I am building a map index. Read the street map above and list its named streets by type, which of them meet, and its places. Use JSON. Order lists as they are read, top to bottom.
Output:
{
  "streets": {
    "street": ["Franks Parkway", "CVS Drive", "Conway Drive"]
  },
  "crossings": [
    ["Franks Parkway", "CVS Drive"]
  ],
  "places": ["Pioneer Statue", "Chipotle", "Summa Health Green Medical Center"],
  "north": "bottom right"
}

# EXERCISE DIRECTIONS
Copy out the entire listing word for word. Keep every line as it is.

# ANSWER SECTION
I am building a map index. Read the street map above and list its named streets by type, which of them meet, and its places. Use JSON. Order lists as they are read, top to bottom.
Output:
{
  "streets": {
    "street": ["Franks Parkway", "CVS Drive", "Conway Drive"]
  },
  "crossings": [
    ["Franks Parkway", "CVS Drive"]
  ],
  "places": ["Pioneer Statue", "Chipotle", "Summa Health Green Medical Center"],
  "north": "bottom right"
}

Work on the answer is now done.